Serving the homeless during a pandemic is a challenge. One doctor likened homeless shelters to cruise ships — tight quarters where the coronavirus can spread.
A 100-bed isolated shelter for COVID-19 patients who are homeless is now open in Chicago.
"We must prioritize serving the homeless population," said Neli Vazquez Rowland, president of A Safe Haven, which has expanded its West Side facility by opening a COVID-19 wing. Rush University Medical Center and Heartland Alliance will provide medical and behavioral care.
A Safe Haven is contracted with the city to provide services to the homeless. The group has been helping homeless people for 25 years. But serving the homeless population has been a challenge during the pandemic. They can't stay home during a stay-in-shelter order, and the possibility of spreading coronavirus in a confined homeless facility worries medical and social service providers.
"I strongly believe we have a very small window of time in which we can prevent the widespread transmission of COVID-19 among people who are living on the streets and in shelters. Once the disease begins to spread in these groups, it will likely accelerate really fast and be uncontainable, creating a crisis not just for the homeless but the entire community," Vazquez Rowland said.

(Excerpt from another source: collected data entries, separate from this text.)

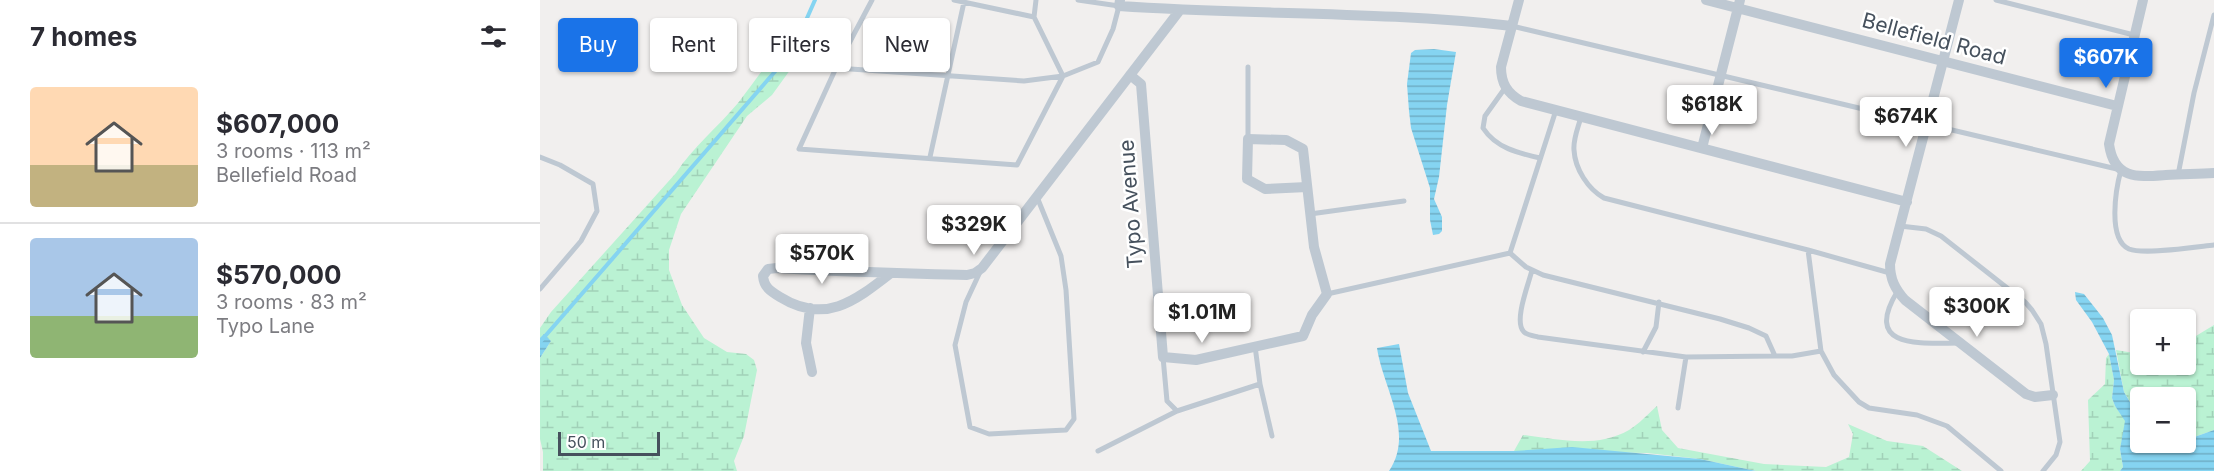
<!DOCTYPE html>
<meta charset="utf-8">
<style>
:root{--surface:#fff;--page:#f2f2f3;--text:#2b2b33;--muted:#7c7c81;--line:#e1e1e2;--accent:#1a73e8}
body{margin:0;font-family:Inter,sans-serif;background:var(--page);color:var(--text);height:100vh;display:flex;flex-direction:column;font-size:22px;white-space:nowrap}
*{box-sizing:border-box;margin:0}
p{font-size:20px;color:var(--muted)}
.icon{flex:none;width:33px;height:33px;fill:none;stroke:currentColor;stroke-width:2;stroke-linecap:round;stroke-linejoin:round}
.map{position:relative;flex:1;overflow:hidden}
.panel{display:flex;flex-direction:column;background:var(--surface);width:540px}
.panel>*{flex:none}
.hud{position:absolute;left:18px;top:18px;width:570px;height:54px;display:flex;gap:12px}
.fabs{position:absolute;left:1590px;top:309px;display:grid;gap:12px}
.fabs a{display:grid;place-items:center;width:66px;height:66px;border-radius:6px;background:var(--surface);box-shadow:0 2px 4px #0004;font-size:30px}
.scale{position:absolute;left:18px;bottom:15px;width:102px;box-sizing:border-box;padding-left:6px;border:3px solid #46515d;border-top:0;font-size:16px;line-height:21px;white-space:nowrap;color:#46515d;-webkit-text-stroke:4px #fff;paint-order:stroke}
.price{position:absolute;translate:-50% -51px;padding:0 14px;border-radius:6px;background:#fff;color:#222;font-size:20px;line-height:39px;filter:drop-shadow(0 2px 3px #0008)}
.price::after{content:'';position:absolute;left:50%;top:36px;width:18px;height:14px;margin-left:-9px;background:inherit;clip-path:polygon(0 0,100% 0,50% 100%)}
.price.selected{background:var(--accent);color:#fff}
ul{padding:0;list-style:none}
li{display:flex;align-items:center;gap:18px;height:150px;padding:0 30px}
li+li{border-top:2px solid var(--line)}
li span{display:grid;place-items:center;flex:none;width:168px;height:120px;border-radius:6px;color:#555}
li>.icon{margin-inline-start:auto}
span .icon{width:72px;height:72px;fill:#fffc;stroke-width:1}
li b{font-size:26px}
h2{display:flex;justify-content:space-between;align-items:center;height:72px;padding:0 30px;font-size:26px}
.chip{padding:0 21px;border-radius:6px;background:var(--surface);box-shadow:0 2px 4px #0004;font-size:21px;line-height:54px}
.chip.selected{background:var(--accent);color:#fff}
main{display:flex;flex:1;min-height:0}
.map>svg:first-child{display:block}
.wetland{fill:url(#wetland-marsh)}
.water{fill:url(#water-rules)}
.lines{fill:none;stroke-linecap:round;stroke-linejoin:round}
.stream{stroke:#85d4f1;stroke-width:4}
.lane{stroke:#bec8d2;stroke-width:5}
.street{stroke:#bec8d2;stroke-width:10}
.labels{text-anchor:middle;stroke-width:5;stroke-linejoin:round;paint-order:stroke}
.street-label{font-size:21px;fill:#46515d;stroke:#fff}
</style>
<main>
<section class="panel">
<h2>7 homes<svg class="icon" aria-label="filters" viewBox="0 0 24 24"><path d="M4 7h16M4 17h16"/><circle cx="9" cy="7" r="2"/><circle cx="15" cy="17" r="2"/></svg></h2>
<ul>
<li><span style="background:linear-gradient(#ffd9b3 65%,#c2b280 0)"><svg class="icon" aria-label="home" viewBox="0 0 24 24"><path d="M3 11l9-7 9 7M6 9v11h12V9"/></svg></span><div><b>$607,000</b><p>3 rooms · 113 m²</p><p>Bellefield Road</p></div></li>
<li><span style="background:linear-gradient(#a9c7e8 65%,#8fb573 0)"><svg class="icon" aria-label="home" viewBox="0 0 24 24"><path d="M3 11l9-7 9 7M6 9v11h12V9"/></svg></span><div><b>$570,000</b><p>3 rooms · 83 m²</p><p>Typo Lane</p></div></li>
</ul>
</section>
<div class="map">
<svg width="1674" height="471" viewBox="0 0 1674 471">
<defs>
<pattern id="wetland-marsh" width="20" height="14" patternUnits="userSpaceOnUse" patternTransform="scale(1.5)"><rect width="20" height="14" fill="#baf2d3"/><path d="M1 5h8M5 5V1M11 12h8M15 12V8" fill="none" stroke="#a1d1b8"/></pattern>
<pattern id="water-rules" width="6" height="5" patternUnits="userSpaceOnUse" patternTransform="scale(1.5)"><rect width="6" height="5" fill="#85d4f1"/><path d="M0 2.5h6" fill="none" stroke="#6faec6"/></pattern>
</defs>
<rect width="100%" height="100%" fill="#f1efee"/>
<path class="wetland" d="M246 48 253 66 232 95 207 116 141 214 129 250V270L142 305 164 338 187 352 206 354 214 360 217 370 204 436 194 461 197 471H3V452L0 439V358L11 341 0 338V328L11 312 136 173C153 147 178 127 198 103 211 86 224 68 237 50Z
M1674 325V430L1646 440V398H1600V442L1637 443 1611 449 1602 445 1596 437 1594 409 1584 392 1576 350 1600 354V364H1646V342Z
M1569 354 1574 380 1572 398 1575 406 1586 421 1580 449 1583 467 1580 471H1541L1550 461 1548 400 1565 384 1566 358Z
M1117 406 1122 430 1138 448 1224 464 1286 467 1309 457 1313 434 1308 424 1347 441 1383 446 1422 471H1216L1160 459 1107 453 974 451 983 435C1018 439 1056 449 1089 430 1099 424 1108 414 1117 406Z"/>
<path class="water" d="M894 49 916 52 907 105 899 177 894 199 902 217V231L899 234 893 235 890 220V188L871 128 869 111 867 84 871 53 875 50Z
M1535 292 1544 294 1563 318 1572 335 1584 392 1594 409 1596 437 1602 445 1611 449 1646 442V440L1674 430V471H1580L1583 467 1580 449 1585 421 1575 406 1572 398 1574 380 1569 354 1552 322 1536 300Z
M4 334 11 341 0 358V338Z
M859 344 868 393 891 451H974L1032 447 1160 459 1216 471H849C875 433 843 388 837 348Z"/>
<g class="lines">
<path class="stream" d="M0 342 252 52 275 0"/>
<path class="lane" d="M332 0 296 68 484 81 523 76 558 62 573 29 579 6 538 0
M414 0 494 17
M1456 0 1594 35
M972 26 1581 170C1576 188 1567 239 1589 249 1604 255 1656 247 1674 245
M708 67V139
M296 68 259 149 477 165 523 76 494 17 496 0
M965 88 945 116 943 128C956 148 978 153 1000 158
M1041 117C1038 128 1033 139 1034 150 1035 169 1048 189 1064 198L1268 250 1281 351 1294 375 1319 402 1329 408 1377 415 1407 426 1461 471
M0 157 20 165 53 184 57 211 41 241 0 289
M390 157 424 2
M1638 175 1654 93 1674 15
M770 214 864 201
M1360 226 1386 229 1401 236 1485 302 1492 310 1501 324 1506 344 1520 442 1516 455 1503 471
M1268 250 1350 273
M970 253 986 267 1003 275 1180 319 1209 328 1226 336 1235 356H1252L1281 351
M992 270C989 283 973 322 984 332 987 335 994 336 998 337L1146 357 1235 356
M440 272 426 302 415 345 430 427 449 434 526 430 534 419 526 290 521 256 497 197
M1357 292C1322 350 1383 343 1419 343
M787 294 970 253 1016 110
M1103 352 1116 327 1119 302
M623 357 627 401 637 411 720 384 715 346
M720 384 732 436
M1138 408 1146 357
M558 451 637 411"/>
<path class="street" d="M580 0 579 6C710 15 841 11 972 26
M979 0 961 67C961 83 967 93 981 101L1367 202
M1166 0 1577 106
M1419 0 1350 264C1350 279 1355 289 1365 300L1486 394 1495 397 1513 395
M1603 0 1569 144C1574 180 1598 177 1626 175 1642 174 1658 174 1674 173
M590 75 601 84 623 357 656 360 763 336 772 315 787 294 774 247 763 149 746 140 708 139 707 179 725 189 767 187
M1162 148 1200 0
M351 273C315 301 285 325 240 297 230 291 224 287 223 276L228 269 237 268C300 272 363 273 427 275L435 273 442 268 640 10
M270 308 266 343 272 372"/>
</g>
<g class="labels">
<g class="street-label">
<text transform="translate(1394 39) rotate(15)" y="7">Bellefield Road</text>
<text transform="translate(591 204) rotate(-94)" y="7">Typo Avenue</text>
</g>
</g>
</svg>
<div class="fabs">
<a>+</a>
<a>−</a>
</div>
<div class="scale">50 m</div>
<b class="price selected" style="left:1566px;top:89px">$607K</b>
<b class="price" style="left:1172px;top:136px">$618K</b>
<b class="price" style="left:1366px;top:148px">$674K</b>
<b class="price" style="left:434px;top:256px">$329K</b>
<b class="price" style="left:282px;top:285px">$570K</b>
<b class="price" style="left:1437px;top:338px">$300K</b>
<b class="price" style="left:662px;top:344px">$1.01M</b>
<div class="hud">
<a class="chip selected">Buy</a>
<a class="chip">Rent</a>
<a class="chip">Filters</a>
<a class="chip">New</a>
</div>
</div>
</main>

The city has implemented various measures to help people experiencing homelessness — from YMCA and Salvation Army partnerships to offering hotel rooms. But doctors and social service providers on the West Side realized something more was needed as the pandemic ramped up. They formed an ad hoc committee that has two conference calls a day, seven days a week, to discuss what is happening in emergency rooms and shelters.
When someone homeless comes to the emergency room with flu-like systems, that person can be tested, but it takes time for results to come back, said Steve Rothschild, chair of family medicine at Rush.
"We can't tell them to go home and shelter-in-place because home may have 100 or 200 people in the same room," Rothschild said. "We've been struggling for places that are safe."
He said homeless shelters risk becoming like cruise ships — tight quarters where the coronavirus can spread.
Meanwhile, some advocates are concerned that the COVID-19 wing is doing background checks on potential patients.
"We found out late last week folks from hospitals are having a hard time getting people into isolated housing," said Julie Dworkin, director of policy for the Chicago Coalition for the Homeless. "This is for people who are sick and trying to recover from an illness and it's completely unnecessary. If the city is opening this up as the place for people, they should be given whatever resources are needed to serve everybody with no exclusions."
A Safe Haven said mothers and children are in the COVID-19 wing. People are screened for sex offenses, arson and violence.
Rowland said she has not heard anyone from her staff deny anyone and people with violent backgrounds will be reviewed on a case-by-case basis. Referrals will be considered, if a person has a background issue come up, she said.